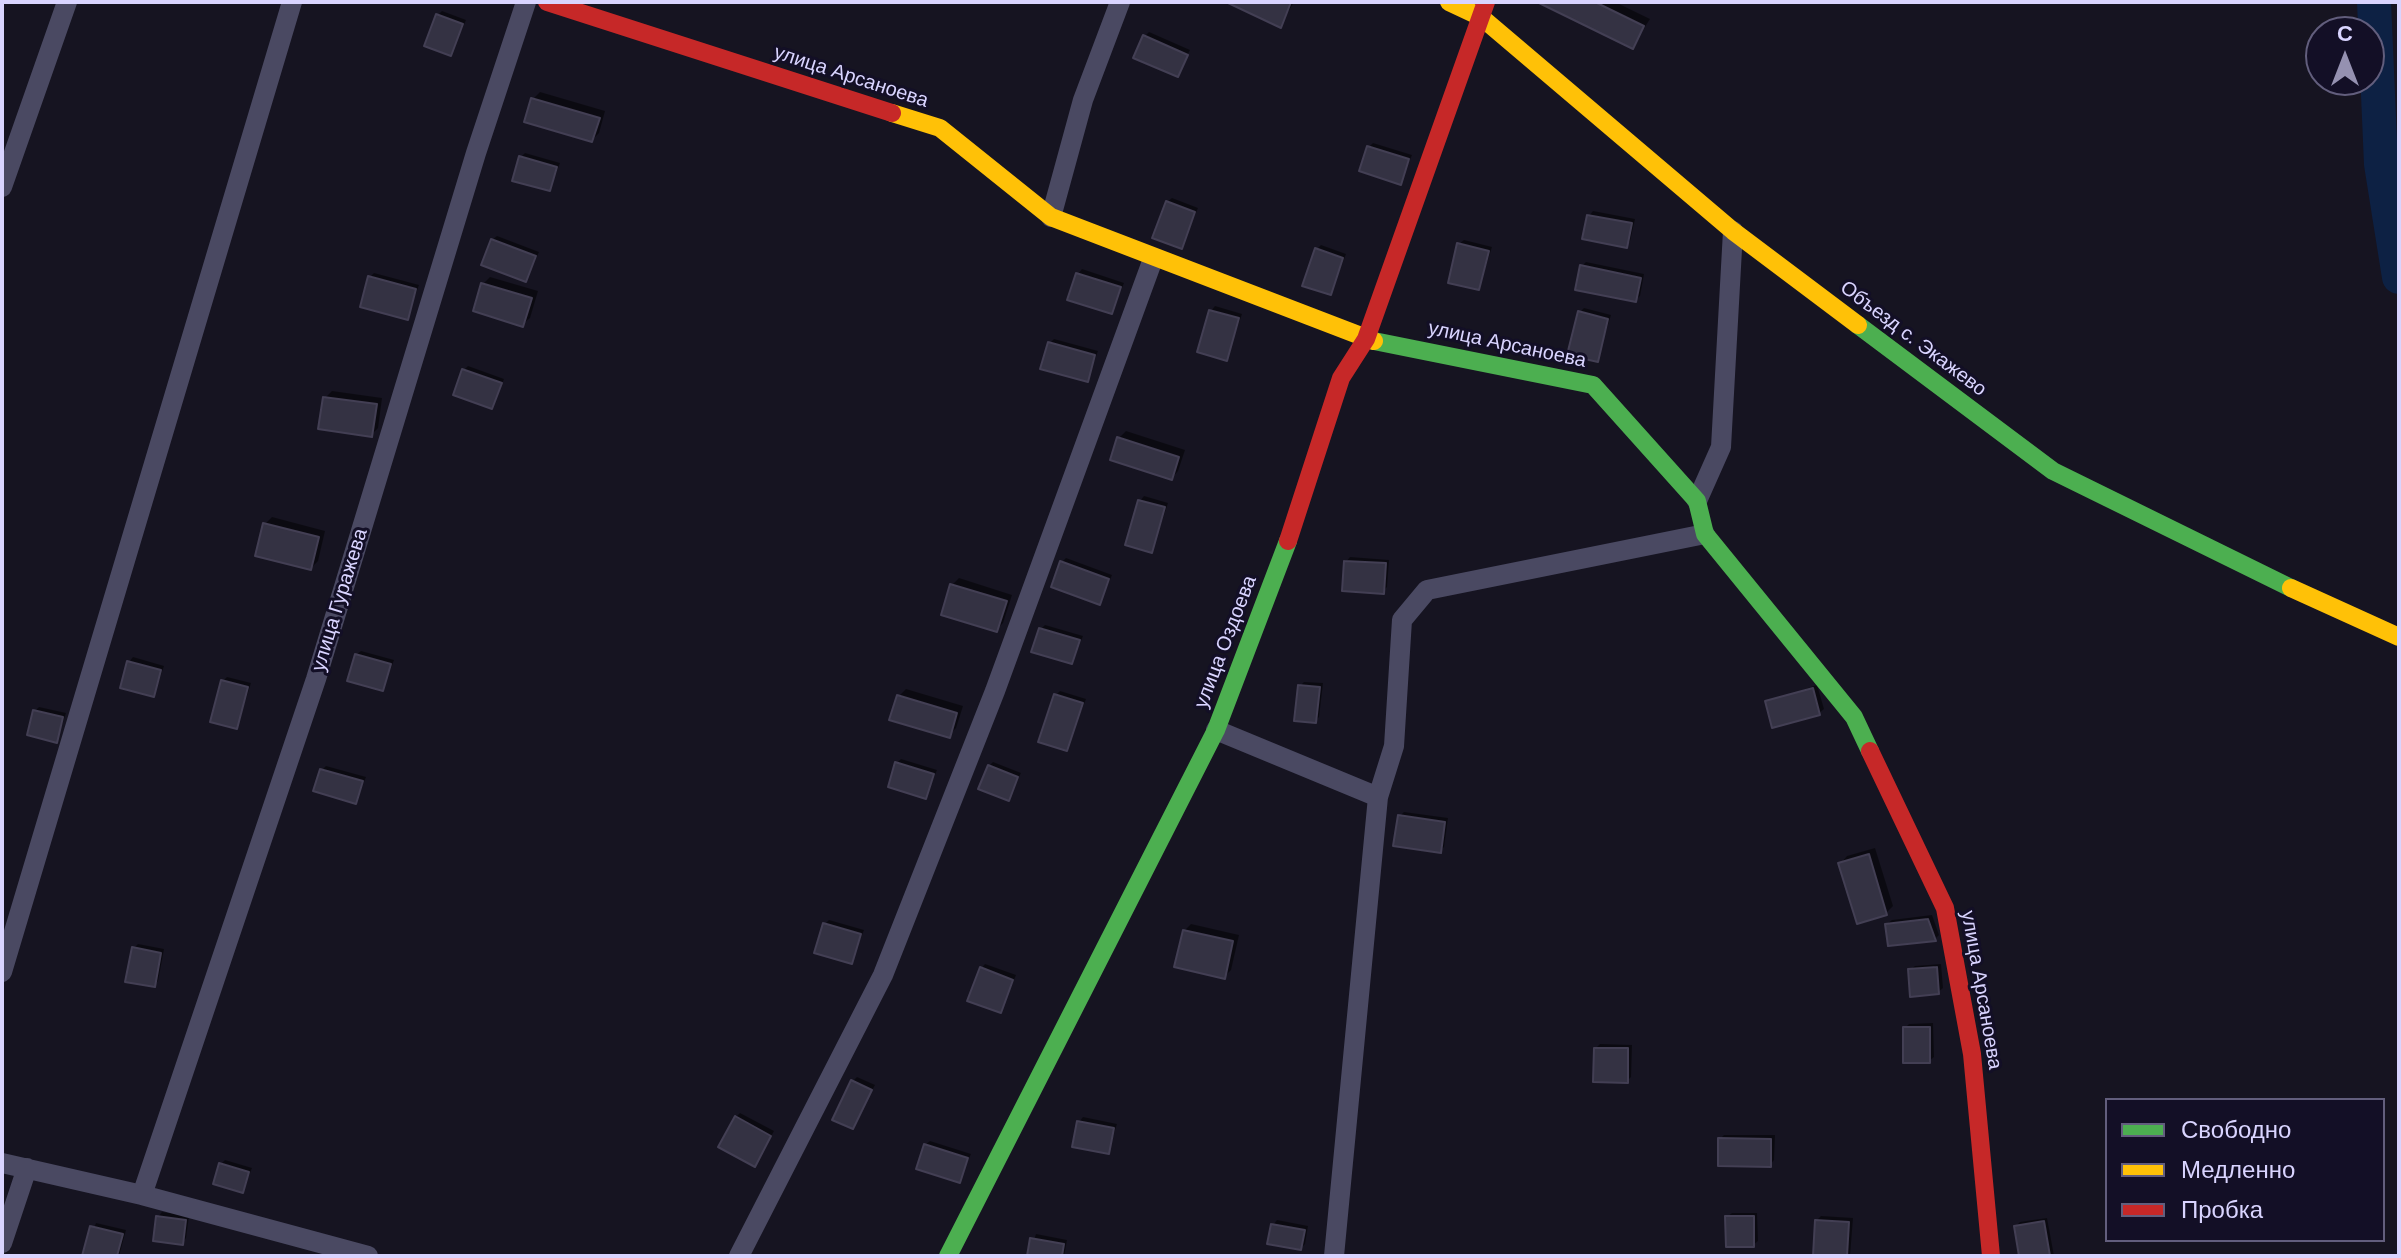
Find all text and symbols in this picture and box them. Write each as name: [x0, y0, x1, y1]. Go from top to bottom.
north arrow: [2305, 16, 2385, 96]
text: С: [2337, 21, 2353, 46]
street label: улица Арсаноева: [771, 41, 931, 113]
street label: Объезд с. Экажево: [1835, 276, 1991, 402]
street label: улица Арсаноева: [1426, 317, 1588, 373]
street label: улица Гуражева: [307, 526, 373, 674]
street label: улица Оздоева: [1190, 572, 1262, 712]
street label: улица Арсаноева: [1955, 909, 2007, 1071]
legend: [2105, 1098, 2385, 1242]
text: Свободно: [2181, 1116, 2291, 1143]
text: Медленно: [2181, 1156, 2295, 1183]
text: Пробка: [2181, 1196, 2263, 1223]

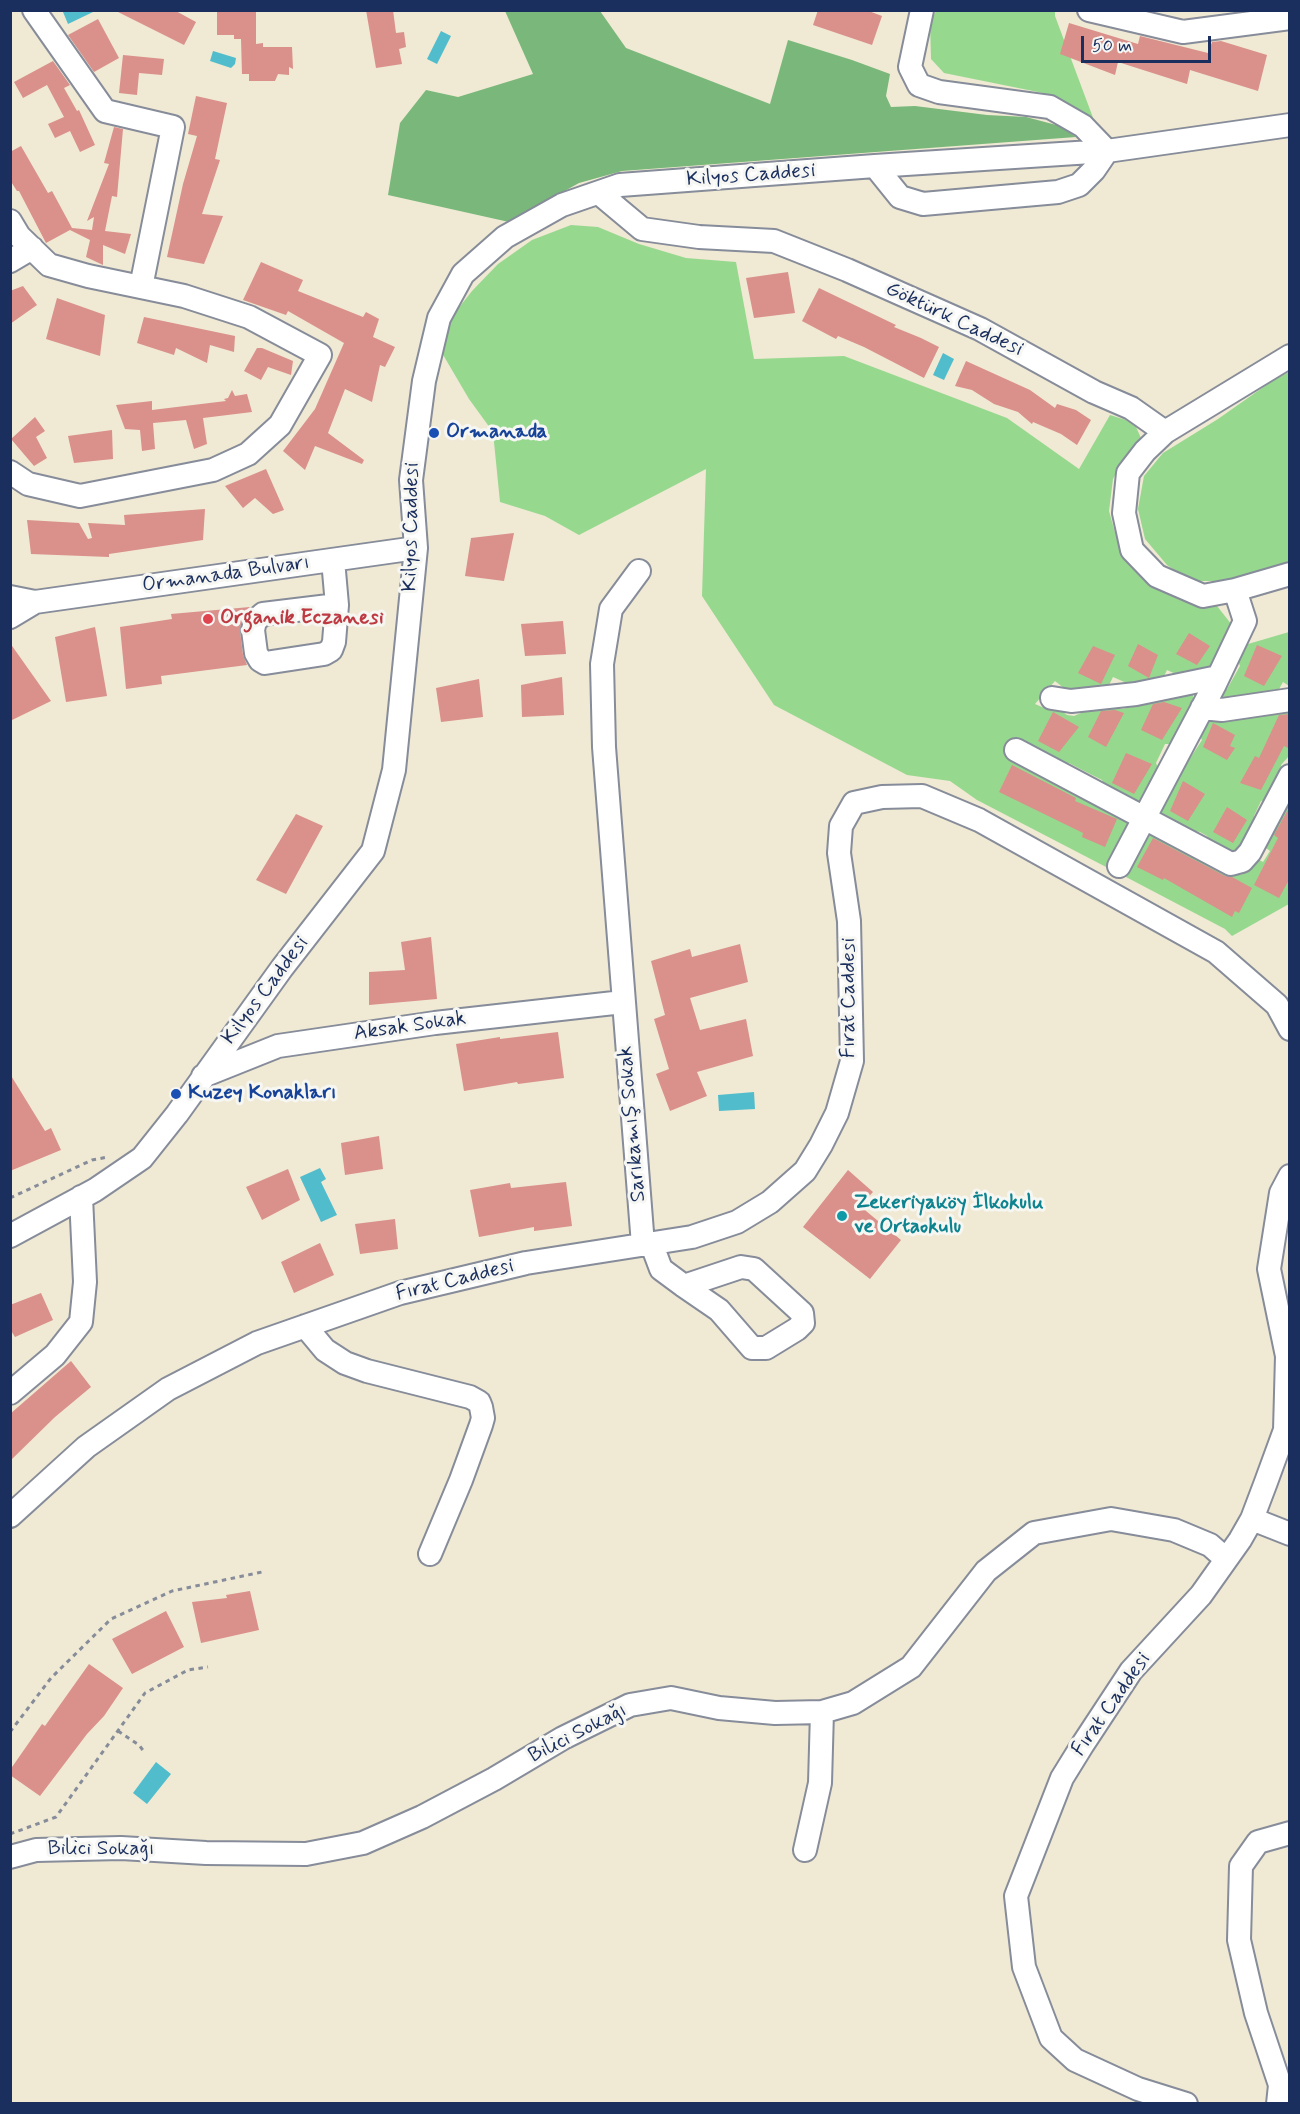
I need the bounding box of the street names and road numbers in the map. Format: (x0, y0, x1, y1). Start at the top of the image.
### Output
street label: Kilyos Caddesi (686, 159, 816, 193)
street label: Göktürk Caddesi (881, 277, 1027, 363)
street label: Kilyos Caddesi (398, 462, 426, 592)
street label: Ormanada Bulvarı (141, 551, 311, 599)
street label: Kilyos Caddesi (217, 932, 315, 1050)
street label: Fırat Caddesi (837, 938, 863, 1058)
street label: Aksak Sokak (352, 1007, 468, 1047)
street label: Sarıkamış Sokak (614, 1045, 652, 1203)
street label: Fırat Caddesi (393, 1254, 517, 1308)
street label: Fırat Caddesi (1067, 1648, 1157, 1762)
street label: Bilici Sokağı (525, 1699, 631, 1769)
street label: Bilici Sokağı (48, 1837, 154, 1863)

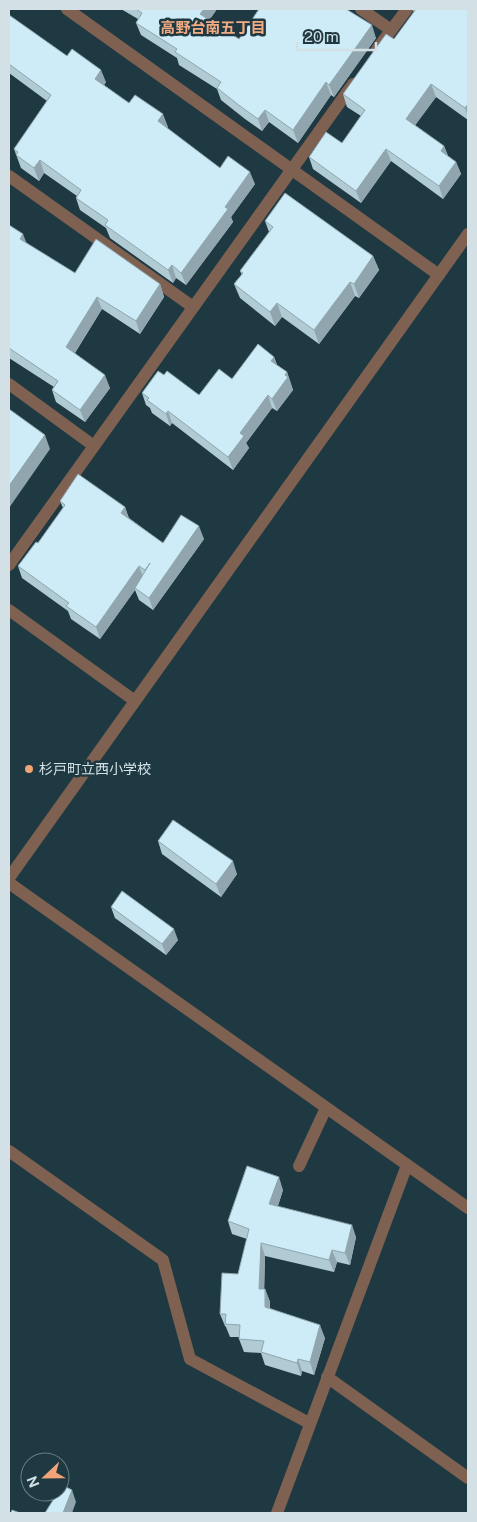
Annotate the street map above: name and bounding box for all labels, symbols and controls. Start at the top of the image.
district label: 高野台南五丁目 [160,19,266,36]
scale bar [297,20,376,52]
text: 20 m [304,28,339,45]
place label: 杉戸町立西小学校 [39,761,151,777]
marker: 杉戸町立西小学校 [23,763,35,775]
north arrow [20,1452,70,1502]
text: N [23,1474,42,1490]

● **Aim of the exercise**
Output the records above exactly, omitting the pictures.

● **The completed task**
Find all text and symbols in this picture and box them. Write each as name: [x0, y0, x1, y1]. Go from top to bottom.
north arrow: [2305, 16, 2385, 96]
text: С: [2337, 21, 2353, 46]
street label: улица Арсаноева: [771, 41, 931, 113]
street label: Объезд с. Экажево: [1835, 276, 1991, 402]
street label: улица Арсаноева: [1426, 317, 1588, 373]
street label: улица Гуражева: [307, 526, 373, 674]
street label: улица Оздоева: [1190, 572, 1262, 712]
street label: улица Арсаноева: [1955, 909, 2007, 1071]
legend: [2105, 1098, 2385, 1242]
text: Свободно: [2181, 1116, 2291, 1143]
text: Медленно: [2181, 1156, 2295, 1183]
text: Пробка: [2181, 1196, 2263, 1223]

I need the bounding box of the street names and road numbers in the map. Format: (x0, y0, x1, y1). Start at the top of the image.
### Output
street label: Kilyos Caddesi (686, 159, 816, 193)
street label: Göktürk Caddesi (881, 277, 1027, 363)
street label: Kilyos Caddesi (398, 462, 426, 592)
street label: Ormanada Bulvarı (141, 551, 311, 599)
street label: Kilyos Caddesi (217, 932, 315, 1050)
street label: Fırat Caddesi (837, 938, 863, 1058)
street label: Aksak Sokak (352, 1007, 468, 1047)
street label: Sarıkamış Sokak (614, 1045, 652, 1203)
street label: Fırat Caddesi (393, 1254, 517, 1308)
street label: Fırat Caddesi (1067, 1648, 1157, 1762)
street label: Bilici Sokağı (525, 1699, 631, 1769)
street label: Bilici Sokağı (48, 1837, 154, 1863)

Annotate the street map above: name and bounding box for all labels, symbols and controls. Start at the top of the image.
district label: 高野台南五丁目 [160,19,266,36]
scale bar [297,20,376,52]
text: 20 m [304,28,339,45]
place label: 杉戸町立西小学校 [39,761,151,777]
marker: 杉戸町立西小学校 [23,763,35,775]
north arrow [20,1452,70,1502]
text: N [23,1474,42,1490]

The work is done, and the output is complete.